WOLVES of WATER

Chris Busby, who came to talk to us about low-level radiation and its potential for causing ill health, has just published a book after a five year gestation.  The title is from a Louis MacNeice poem about people drowning out the howls of wolves with laughter – and obscuring the threat.

Dwight Eisenhower, wartime commander and US Republican President at the beginning of the ‘cold war’, warned of the vested interests of the “military-industrial complex” driving the political agenda. Chris Busby has identified a series of events dating from this period when there was enormous pressure to outdo the Soviet block in nuclear technology and military power.  He explains how he has come upon a series of misrepresentations, suppression of information, statistical distortion, bias, and cover-up. The truth about the effects of ‘A’ bomb testing, accidental leaks of radioactivity, and ‘legitimised’ discharges of low-level radiation to the environment has been continuously subjected to the malevolent influences of the ‘establishment’ so that the impacts of radioactive pollution on human health are not widely known or understood. He reveals the extent of veterans’ health problems to mitigate the political and economic costs of acknowledging blame, suppression of information regarding plutonium in children’s teeth, distorted statistics of childhood leukaemia clusters, and much more that stands in the way of the vested interests of the nuclear industry and its supporters in governments and elsewhere.

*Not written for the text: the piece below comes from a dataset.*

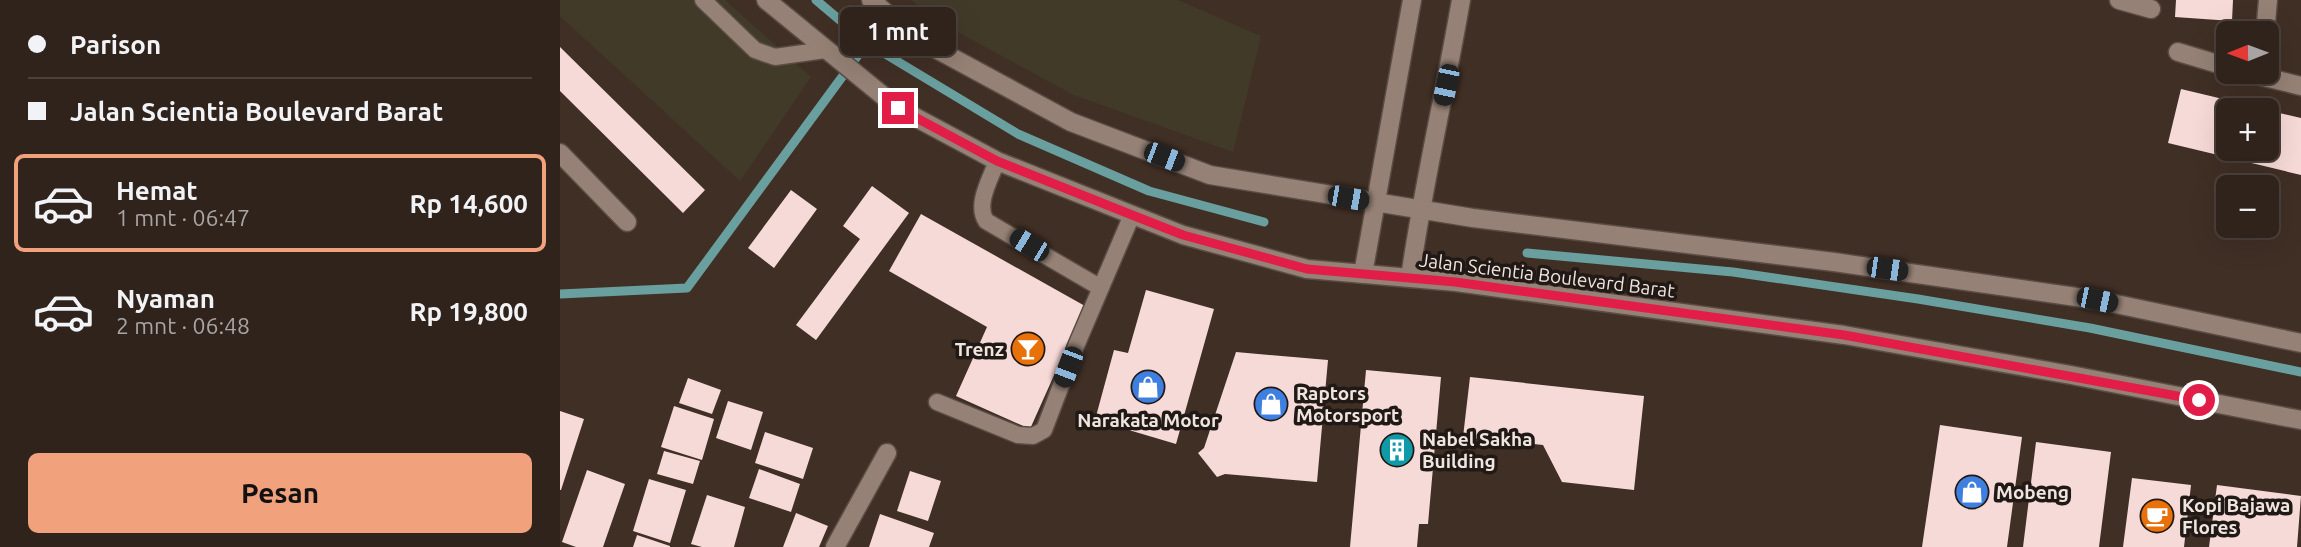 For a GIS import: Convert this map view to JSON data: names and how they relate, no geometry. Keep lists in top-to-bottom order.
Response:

Resources have been poured into telling us the nuclear industry poses no threat to health, yet comparatively little has been committed to understanding the mechanics of the interaction of radioactivity and human cells though inconvenient evidence shows that exposure to radioactivity and human pathology are intimately associated; and measurable increased radioactivity is detectable in environments thousands of miles from discharge sites. It is a familiar story of an industry effectively dictating its own terms of regulation, a cartel which needs challenging.

Noel Hamel

WOLVES of WATER, ISBN 1897761-26-0: 528 pages including colour plates, diagrams, tables, references and appendices, for help in the preparation of which the author is indebted to the Joseph Rowntree Charitable Trust, is available at booksellers; price £12.